• [DIRECTIONS FOR THIS TASK]
Below are several records. Retype exactly those lines running from the one with "Convert the screen" through the one with "Describe the picture", end lines included, and no others.

[Dataset entries]

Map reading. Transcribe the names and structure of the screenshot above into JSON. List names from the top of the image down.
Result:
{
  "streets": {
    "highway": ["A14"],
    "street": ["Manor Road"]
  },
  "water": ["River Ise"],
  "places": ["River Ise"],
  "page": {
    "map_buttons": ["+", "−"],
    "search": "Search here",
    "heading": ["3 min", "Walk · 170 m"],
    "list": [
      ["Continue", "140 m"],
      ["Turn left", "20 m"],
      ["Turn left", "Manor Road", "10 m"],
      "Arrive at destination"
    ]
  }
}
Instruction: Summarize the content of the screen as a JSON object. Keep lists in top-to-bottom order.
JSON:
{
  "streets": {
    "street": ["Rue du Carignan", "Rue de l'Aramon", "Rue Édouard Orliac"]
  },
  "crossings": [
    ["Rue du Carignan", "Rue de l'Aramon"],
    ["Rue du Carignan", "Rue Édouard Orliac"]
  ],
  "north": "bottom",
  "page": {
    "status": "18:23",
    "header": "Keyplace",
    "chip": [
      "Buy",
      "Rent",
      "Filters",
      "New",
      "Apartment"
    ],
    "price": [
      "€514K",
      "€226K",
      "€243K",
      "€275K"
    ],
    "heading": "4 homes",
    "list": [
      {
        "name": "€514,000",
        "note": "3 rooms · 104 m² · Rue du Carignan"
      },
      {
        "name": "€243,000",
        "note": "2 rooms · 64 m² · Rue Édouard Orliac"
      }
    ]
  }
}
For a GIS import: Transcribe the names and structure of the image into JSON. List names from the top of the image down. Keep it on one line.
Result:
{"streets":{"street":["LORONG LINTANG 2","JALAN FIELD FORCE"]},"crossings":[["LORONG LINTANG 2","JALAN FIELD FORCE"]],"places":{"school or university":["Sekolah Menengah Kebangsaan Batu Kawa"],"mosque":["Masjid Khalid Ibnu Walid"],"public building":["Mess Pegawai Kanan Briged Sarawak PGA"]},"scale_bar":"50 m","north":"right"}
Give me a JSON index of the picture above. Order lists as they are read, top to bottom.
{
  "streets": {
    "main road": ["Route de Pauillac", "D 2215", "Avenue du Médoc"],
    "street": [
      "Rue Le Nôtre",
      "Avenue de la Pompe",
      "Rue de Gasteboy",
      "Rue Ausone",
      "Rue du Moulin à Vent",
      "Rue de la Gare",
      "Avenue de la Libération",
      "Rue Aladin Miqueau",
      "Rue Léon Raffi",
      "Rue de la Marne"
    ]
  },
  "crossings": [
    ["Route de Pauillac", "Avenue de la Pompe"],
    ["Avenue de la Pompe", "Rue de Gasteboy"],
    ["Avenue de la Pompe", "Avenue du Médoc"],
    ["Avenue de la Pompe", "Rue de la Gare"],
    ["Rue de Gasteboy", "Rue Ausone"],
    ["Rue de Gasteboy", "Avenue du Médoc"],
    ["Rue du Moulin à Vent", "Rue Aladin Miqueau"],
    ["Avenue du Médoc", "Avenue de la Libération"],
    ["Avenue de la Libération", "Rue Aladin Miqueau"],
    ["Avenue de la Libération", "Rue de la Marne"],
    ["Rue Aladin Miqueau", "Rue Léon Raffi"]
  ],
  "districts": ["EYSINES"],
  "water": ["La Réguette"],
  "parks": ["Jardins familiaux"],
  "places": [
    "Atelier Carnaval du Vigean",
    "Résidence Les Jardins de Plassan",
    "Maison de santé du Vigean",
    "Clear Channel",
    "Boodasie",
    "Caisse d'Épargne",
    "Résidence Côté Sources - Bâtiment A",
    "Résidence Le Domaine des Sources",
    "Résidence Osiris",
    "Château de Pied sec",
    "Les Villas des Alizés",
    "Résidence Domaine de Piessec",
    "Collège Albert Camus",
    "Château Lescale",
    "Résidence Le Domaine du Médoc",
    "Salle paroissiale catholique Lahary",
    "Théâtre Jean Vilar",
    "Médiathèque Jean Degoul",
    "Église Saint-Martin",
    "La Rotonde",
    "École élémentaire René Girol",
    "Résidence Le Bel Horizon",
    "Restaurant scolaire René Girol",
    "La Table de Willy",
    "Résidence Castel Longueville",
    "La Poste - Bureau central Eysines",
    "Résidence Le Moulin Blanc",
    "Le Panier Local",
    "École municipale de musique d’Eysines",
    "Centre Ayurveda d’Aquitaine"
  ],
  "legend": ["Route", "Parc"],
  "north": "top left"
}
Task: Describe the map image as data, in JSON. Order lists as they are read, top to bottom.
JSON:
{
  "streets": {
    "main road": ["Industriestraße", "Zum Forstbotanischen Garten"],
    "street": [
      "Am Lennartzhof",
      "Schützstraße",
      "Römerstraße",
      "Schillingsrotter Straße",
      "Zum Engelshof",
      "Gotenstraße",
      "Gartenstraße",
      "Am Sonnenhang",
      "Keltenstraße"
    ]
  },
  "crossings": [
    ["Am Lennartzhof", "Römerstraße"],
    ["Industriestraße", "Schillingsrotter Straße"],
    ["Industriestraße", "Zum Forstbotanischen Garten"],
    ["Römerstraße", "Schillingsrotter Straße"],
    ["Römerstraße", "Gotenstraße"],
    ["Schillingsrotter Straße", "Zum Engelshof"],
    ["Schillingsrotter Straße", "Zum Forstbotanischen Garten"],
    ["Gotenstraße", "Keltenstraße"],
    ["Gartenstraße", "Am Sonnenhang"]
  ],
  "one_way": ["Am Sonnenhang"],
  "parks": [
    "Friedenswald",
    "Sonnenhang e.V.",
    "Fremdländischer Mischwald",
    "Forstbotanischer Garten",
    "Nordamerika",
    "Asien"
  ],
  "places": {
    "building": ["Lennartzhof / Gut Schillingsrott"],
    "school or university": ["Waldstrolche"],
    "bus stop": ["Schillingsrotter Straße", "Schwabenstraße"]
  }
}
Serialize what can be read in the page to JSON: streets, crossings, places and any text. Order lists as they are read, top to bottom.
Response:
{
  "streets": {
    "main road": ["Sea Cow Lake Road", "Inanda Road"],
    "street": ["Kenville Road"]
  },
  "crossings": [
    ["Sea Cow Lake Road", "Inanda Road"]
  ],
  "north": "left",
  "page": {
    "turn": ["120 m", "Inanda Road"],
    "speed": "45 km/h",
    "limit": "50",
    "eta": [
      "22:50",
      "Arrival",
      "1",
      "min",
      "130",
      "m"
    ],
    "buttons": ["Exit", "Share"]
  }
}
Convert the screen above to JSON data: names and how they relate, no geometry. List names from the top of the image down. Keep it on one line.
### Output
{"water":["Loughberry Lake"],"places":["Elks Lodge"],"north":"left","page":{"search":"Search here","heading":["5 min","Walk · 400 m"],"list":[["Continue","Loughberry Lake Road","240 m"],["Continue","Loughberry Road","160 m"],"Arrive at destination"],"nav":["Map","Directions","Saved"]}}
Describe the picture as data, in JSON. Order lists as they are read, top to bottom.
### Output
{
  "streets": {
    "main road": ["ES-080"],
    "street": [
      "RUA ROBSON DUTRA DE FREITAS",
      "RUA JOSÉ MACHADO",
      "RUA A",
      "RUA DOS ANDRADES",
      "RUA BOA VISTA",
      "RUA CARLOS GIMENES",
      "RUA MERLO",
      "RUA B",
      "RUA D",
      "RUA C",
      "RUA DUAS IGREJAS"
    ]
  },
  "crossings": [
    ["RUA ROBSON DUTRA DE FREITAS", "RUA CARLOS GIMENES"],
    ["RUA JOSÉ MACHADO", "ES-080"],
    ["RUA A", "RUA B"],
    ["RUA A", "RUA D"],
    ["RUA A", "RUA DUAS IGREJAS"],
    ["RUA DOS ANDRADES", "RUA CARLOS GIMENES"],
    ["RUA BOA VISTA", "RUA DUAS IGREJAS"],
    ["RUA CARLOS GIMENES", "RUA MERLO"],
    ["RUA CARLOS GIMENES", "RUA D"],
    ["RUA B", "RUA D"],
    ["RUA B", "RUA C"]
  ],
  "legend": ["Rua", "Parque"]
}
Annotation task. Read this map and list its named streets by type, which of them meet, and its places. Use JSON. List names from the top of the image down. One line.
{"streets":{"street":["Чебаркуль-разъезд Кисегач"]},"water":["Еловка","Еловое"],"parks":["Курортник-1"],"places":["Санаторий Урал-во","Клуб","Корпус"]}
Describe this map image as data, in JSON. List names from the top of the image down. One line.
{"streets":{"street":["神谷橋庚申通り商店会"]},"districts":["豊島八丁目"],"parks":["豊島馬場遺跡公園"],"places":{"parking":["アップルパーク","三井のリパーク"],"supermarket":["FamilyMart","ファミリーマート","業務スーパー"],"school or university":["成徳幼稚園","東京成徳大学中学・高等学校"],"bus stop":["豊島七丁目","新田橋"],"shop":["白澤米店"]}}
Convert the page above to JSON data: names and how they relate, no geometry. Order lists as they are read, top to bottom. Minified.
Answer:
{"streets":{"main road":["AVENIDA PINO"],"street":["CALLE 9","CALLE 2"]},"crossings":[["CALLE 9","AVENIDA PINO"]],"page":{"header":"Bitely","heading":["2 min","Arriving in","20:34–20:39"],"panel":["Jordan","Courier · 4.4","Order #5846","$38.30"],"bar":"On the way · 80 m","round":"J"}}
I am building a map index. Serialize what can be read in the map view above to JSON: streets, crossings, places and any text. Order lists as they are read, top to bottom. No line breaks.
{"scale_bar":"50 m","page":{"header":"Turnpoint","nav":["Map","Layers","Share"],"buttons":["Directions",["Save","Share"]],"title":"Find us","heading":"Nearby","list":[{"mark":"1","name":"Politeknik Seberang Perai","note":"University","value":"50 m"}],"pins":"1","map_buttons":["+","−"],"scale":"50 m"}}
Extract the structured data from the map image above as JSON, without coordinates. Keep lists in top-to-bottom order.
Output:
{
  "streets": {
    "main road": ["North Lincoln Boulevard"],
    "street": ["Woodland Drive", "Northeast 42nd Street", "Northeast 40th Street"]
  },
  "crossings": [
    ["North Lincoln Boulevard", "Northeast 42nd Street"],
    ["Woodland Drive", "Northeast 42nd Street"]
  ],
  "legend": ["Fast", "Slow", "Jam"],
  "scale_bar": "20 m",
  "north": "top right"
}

• [RESULT FOR THIS EXERCISE]
Convert the screen above to JSON data: names and how they relate, no geometry. List names from the top of the image down. Keep it on one line.
### Output
{"water":["Loughberry Lake"],"places":["Elks Lodge"],"north":"left","page":{"search":"Search here","heading":["5 min","Walk · 400 m"],"list":[["Continue","Loughberry Lake Road","240 m"],["Continue","Loughberry Road","160 m"],"Arrive at destination"],"nav":["Map","Directions","Saved"]}}
Describe the picture as data, in JSON. Order lists as they are read, top to bottom.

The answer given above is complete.